A Dahiyé, très peu de personnes acceptent spontanément de parler à un journaliste étranger. Soit parce qu’ils sont encore sous le choc, soit à cause de cette méfiance extrême qui prévaut plus que jamais dans le fief chiite. Être aperçu en train de prendre une photo ou de poser des questions attire immédiatement l’attention, et parfois même un contrôle d’identité, de la part d’un des nombreux hommes stationnés ici et là, ou circulant en scooter, à l’affût de la moindre situation. a priori suspect.

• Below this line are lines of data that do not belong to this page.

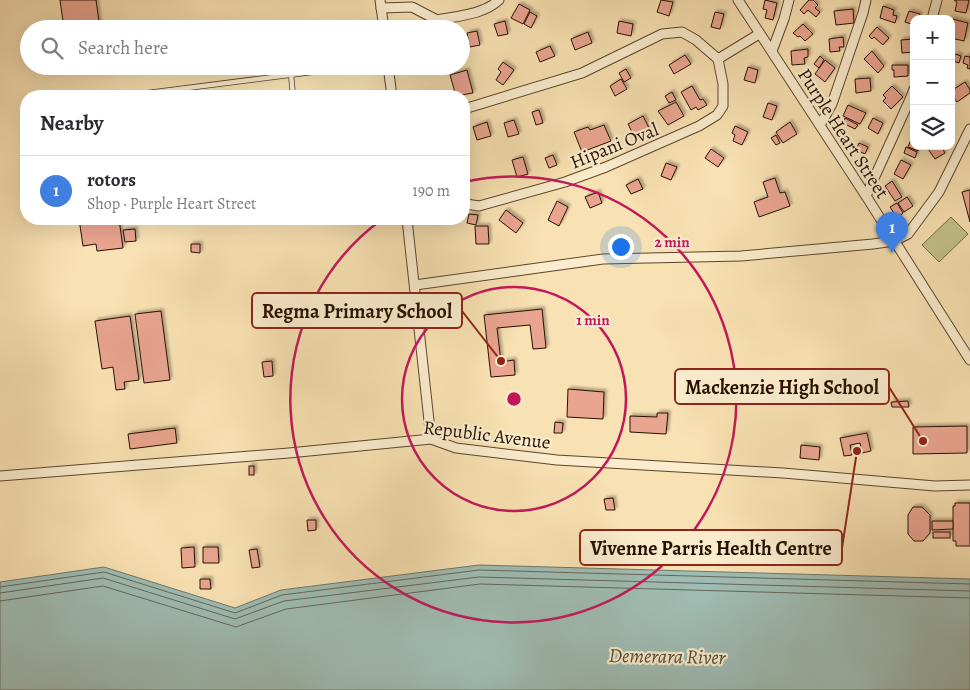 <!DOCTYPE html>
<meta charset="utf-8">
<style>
body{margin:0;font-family:Alegreya,serif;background:#f7f7f7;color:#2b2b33}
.controls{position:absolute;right:15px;top:15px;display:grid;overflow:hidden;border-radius:10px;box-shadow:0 5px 20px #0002}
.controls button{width:45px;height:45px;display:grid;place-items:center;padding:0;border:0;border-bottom:1px solid #e1e1e2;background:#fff;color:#2b2b33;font:25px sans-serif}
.you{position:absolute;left:620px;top:246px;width:18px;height:18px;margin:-12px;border:4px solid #fff;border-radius:50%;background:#1a73e8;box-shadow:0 0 0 8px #1a73e833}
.badge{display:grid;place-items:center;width:32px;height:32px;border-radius:50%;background:#8f2418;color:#fff;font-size:16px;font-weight:700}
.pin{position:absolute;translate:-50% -41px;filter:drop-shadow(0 1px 2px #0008)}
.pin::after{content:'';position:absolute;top:26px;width:18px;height:15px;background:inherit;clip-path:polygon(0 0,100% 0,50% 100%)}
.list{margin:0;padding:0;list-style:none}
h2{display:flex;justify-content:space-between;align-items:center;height:65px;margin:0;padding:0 20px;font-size:21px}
h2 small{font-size:16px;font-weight:400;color:#7c7c81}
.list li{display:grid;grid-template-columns:32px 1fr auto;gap:15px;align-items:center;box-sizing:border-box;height:70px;padding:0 20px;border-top:1px solid #e1e1e2}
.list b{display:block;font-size:19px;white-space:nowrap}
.list p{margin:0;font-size:16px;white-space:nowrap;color:#7c7c81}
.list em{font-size:16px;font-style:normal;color:#7c7c81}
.icon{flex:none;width:28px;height:28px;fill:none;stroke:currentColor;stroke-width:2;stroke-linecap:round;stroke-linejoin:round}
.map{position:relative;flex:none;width:970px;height:690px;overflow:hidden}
.search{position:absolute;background:#fff;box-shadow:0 5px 20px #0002;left:20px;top:20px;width:450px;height:55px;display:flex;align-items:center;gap:12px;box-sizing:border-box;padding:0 18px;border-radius:28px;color:#7c7c81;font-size:19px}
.panel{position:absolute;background:#fff;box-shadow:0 5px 20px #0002;left:20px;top:90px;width:450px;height:135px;border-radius:20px}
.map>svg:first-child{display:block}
.green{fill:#c3c188;stroke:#766844}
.water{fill:#9fbcb3;stroke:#6f776b}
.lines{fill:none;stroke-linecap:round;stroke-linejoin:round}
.shore{stroke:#64665a;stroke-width:1}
.building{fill:#eaa590;stroke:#280f00;filter:url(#shadow)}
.lane-casing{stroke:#5c442c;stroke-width:6}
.street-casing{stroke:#5c442c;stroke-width:11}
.lane{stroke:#faeccd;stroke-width:4.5}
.street{stroke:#faeccd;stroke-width:9}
.ring{fill:none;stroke:#c2185b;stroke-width:2.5}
.labels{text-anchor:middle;stroke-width:4.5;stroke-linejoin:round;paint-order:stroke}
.street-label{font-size:19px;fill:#280f00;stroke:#faeccd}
.water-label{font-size:20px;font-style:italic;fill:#524c3f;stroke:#faeccd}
.centre{fill:#c2185b;stroke:#faeccd;stroke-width:2.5}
.ring-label{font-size:15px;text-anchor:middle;font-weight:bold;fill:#c2185b;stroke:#faeccd;stroke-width:4.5;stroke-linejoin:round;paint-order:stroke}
.leader{fill:none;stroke:#8f2418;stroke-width:2}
.callout-dot{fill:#8f2418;stroke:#faeccd;stroke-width:2}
.callout{fill:#faeccd;stroke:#8f2418;stroke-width:2}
.callout-label{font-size:20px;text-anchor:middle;font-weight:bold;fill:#280f00}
</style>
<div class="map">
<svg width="970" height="690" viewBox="0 0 970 690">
<defs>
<filter id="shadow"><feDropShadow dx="2.5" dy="-2.5" stdDeviation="1" flood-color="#0004"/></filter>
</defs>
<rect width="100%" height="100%" fill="#f8e1b2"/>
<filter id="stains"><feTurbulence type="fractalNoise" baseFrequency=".004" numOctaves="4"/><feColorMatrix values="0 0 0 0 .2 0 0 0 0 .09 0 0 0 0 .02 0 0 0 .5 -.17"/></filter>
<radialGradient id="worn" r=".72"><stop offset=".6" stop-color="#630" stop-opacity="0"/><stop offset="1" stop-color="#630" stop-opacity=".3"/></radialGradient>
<path class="green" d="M951,217L968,234L939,262L922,245Z"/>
<path class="water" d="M479,565L970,579V690H0V582L104,567L235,608L281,590Z"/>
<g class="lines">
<g class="shore">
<path d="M0,587L104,572L235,613L282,595L479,570L970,584"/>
<path d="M0,593L103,578L235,619L284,601L479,577L970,591"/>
<path d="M0,601L103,586L236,627L286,609L480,584L970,598"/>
</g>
</g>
<g class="building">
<path d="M60,0H96L100,29H64Z"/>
<path d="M661,0L673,2L669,16L657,12Z"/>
<path d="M765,0L777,3L773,20L765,18L767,10L763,9Z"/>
<path d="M809,0H813L818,5L815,8L820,12L816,17L808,10L804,14L800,10Z"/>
<path d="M954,0H969L966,13L955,11L957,2Z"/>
<path d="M519,4L530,10L523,24L511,18Z"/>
<path d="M883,6L894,10L893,15L897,16L895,23L880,18Z"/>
<path d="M853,9L854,23L836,25L834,11Z"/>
<path d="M909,11L920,14L919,19H914V25L905,22Z"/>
<path d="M530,12L537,16L531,28L524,24Z"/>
<path d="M715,12L724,14L720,29L711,27Z"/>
<path d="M948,18L968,23L964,41L951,38V19Z"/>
<path d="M505,21L508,34L498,36L494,24Z"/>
<path d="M619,21L633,24L631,36L617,33Z"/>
<path d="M803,24L813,34L805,41L800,36L798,37L793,33Z"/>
<path d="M877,27L889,38L883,45L874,37L872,39L869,36Z"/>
<path d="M477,31L480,45L470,47L467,33Z"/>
<path d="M588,32L592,43L575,50L571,39Z"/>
<path d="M843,37L844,47H839L840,51L830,52L829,39Z"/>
<path d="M914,39V52L902,53L901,40Z"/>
<path d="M550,46L555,56L540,62L536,52Z"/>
<path d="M808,49V57L804,58L805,64L792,65L791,51Z"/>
<path d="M872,51L884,66L878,73L864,59Z"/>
<path d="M955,54L961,56L959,63L953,61Z"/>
<path d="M685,55L691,64L674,74L669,65Z"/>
<path d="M820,56L824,60L819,68L814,64Z"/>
<path d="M965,56L970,57V69L967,68L968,65L963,63Z"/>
<path d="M825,60L835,68L825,82L815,74Z"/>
<path d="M503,62L514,70L503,85L496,80L501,72L498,69Z"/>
<path d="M892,65H908V76L894,77V70H892Z"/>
<path d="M748,67L758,70L755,83L744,80Z"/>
<path d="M626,69L631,78L624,82L619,73Z"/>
<path d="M467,70L473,93L456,96L450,75Z"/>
<path d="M870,78L871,91L856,93L855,79Z"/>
<path d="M621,79L627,89L615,96L610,86Z"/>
<path d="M965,82L970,90V93L957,102L951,94V91Z"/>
<path d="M692,86L700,100L703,99L707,105L698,110L696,107L691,110L681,92Z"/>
<path d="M892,86L903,97L891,109L883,101L886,98L883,95Z"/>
<path d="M672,92L676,100L669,103L665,96Z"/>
<path d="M676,102L684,116L668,125L658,111Z"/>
<path d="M768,103L777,106L772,120L763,117Z"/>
<path d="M848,105L866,113L860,124L843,116Z"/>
<path d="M539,110L543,123L536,125L532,112Z"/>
<path d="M643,116L650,130L635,138L628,124Z"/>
<path d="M845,118L858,125L855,129L843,123Z"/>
<path d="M873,118L883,123L878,134L868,128Z"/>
<path d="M514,120L519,134L508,137L504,123Z"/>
<path d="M487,122L491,136L477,140L473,127Z"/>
<path d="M790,122L797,134L783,143L776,132Z"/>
<path d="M604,125L611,141L582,152L574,132L588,127L590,130Z"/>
<path d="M735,126L748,132L742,145L733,141L735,135L732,133Z"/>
<path d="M776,135L780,143L776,145L771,138Z"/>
<path d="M913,135L914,146H920L918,151L908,147Z"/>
<path d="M859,143L868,147L865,154L856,150Z"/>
<path d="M931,146H941L945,153L935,159L928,149Z"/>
<path d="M906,147L917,152L915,158L904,153Z"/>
<path d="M711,149L724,158L718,167L705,158Z"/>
<path d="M553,155L557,165L549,168L545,158Z"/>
<path d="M523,157L528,174L517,177L512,160Z"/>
<path d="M901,160L911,165L903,179L894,174Z"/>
<path d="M666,163L677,167L671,180L661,176Z"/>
<path d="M775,178L780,193L785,192L790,206L759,217L754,202L768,197L763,182Z"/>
<path d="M638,179L643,189L631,194L626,185Z"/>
<path d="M892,181L902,197L895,201L885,186Z"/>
<path d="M970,190V222L962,192Z"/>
<path d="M598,192L602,203L590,208L585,197Z"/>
<path d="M907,197L913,206L904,212L898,203Z"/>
<path d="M557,201L568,207L559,226L548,220Z"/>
<path d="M897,203L903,213L897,218L890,207Z"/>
<path d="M506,210L523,223L516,233L499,220Z"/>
<path d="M469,214L478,215L476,225L467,223Z"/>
<path d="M79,219H119L123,248L97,251L96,244L83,246Z"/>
<path d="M158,219H173L174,223L159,224Z"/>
<path d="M475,226H488L489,244H476Z"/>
<path d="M135,229L136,241L125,242L123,230Z"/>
<path d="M191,244H200V253L191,252Z"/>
<path d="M542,309L546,348L533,349L530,325L497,328L501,362L514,360L515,375L491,377L484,315Z"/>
<path d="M161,311L170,380L144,383L135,314Z"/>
<path d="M130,316L139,380L124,382L125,389L116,390L113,367L102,369L95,321Z"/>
<path d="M272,361L273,376L264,377L262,362Z"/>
<path d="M568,389L604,392L603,419L567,417Z"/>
<path d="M908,401L909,407H892L891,402Z"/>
<path d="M657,413H668L666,434L630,432V416L657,417Z"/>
<path d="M555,422L563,423L562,433H554Z"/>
<path d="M967,426V453L913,454V427Z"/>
<path d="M175,428L177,443L130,449L128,434Z"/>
<path d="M867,433L871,451L862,453L860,443L850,445L852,455L844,456L840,438Z"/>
<path d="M801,445L820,447L819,460L800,458Z"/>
<rect x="249" y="466" width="5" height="9"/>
<path d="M613,498L615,510H606L604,499Z"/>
<path d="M955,503H970V546H956V541H953V506H955Z"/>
<path d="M913,507H922L930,515V533L923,541H914L908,534V515Z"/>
<path d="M307,520H316V530L308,531Z"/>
<path d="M932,521H953V529L932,530Z"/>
<rect x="933" y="532" width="17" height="6"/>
<path d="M194,547L195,567L182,568L181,548Z"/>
<path d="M203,547H218L219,563H203Z"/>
<path d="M257,549L260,567L252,568L249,550Z"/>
<path d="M200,579H210L211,589H200Z"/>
</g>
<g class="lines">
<defs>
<g id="lane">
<path d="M291,74L293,96"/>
<path d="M124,96L359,66"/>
</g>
<g id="street">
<path d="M380,0L384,29"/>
<path d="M738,0L866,196L970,360"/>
<path d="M381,8L412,7L437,20C457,16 483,15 499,0"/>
<path d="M932,19L937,0"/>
<path d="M772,51L784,19L789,0"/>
<path d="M388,66L392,96"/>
<path d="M464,109L582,73L662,34L682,32L696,40L718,59"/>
<path d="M820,125L832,104L863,13L866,0"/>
<path d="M866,196L911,97L914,89"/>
<path d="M464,200L466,204L479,206L565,182L606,167L699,126L717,115L723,106V84L718,59L759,34"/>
<path d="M407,219L431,439"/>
<path d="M415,285L603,259L741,256L873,244L894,241L908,234L939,192L970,129"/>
<path d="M0,476L289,453L431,439L456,448L557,460L783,473L935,486L970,485"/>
</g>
</defs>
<use href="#lane" class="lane-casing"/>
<use href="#street" class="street-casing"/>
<use href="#lane" class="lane"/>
<use href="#street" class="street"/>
</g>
<g class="ring">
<circle cx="514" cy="399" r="112"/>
<path d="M464 182A223 223 0 1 1 381 220"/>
</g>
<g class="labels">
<g class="street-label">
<text transform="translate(844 133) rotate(57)" y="7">Purple Heart Street</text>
<text transform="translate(614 145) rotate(-22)" y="7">Hipani Oval</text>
<text transform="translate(487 434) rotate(7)" y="7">Republic Avenue</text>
</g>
<g class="water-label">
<text transform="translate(667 656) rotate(1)" y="7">Demerara River</text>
</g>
</g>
<circle cx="514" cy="399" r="8" class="centre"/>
<g class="ring-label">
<text x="672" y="247">2 min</text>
<text x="593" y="325">1 min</text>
</g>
<path class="leader" d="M501 361L462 311M923 441L889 387M857 451L842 548"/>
<g class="callout-dot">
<circle cx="501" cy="361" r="5"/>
<circle cx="923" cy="441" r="5"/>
<circle cx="857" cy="451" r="5"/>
</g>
<g class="callout">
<rect x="252" y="293" width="210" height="35" rx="5"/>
<rect x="675" y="369" width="214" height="35" rx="5"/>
<rect x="580" y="530" width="262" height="35" rx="5"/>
</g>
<g class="callout-label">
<text x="357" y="318">Regma Primary School</text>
<text x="782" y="394">Mackenzie High School</text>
<text x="711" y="555">Vivenne Parris Health Centre</text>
</g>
<rect width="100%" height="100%" filter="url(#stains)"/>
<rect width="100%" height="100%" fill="url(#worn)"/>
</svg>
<div class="controls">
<button>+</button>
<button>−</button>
<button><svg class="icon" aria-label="layers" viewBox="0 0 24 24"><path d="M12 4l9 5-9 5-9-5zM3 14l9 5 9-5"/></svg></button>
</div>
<div class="you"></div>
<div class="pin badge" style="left:892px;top:253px;background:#3f7fe0">1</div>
<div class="search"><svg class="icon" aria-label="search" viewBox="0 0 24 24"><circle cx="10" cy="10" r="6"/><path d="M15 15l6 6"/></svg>Search here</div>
<section class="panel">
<h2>Nearby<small></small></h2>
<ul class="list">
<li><span class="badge" style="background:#3f7fe0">1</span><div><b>rotors</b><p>Shop · Purple Heart Street</p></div><em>190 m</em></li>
</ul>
</section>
</div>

Au rond-point d’Harkous, situé au pied d’une double voie surélevée, des voitures et des motos, dont certains passagers brandissent avec ferveur des drapeaux jaunes et verts du Hezbollah, tentent d’échapper à un immense embouteillage en klaxonnant. . Un haut-parleur crépitant crache sans cesse un hymne de guerre : « Bien sûr, nous sommes les vainqueurs, nous sommes les vainqueurs. »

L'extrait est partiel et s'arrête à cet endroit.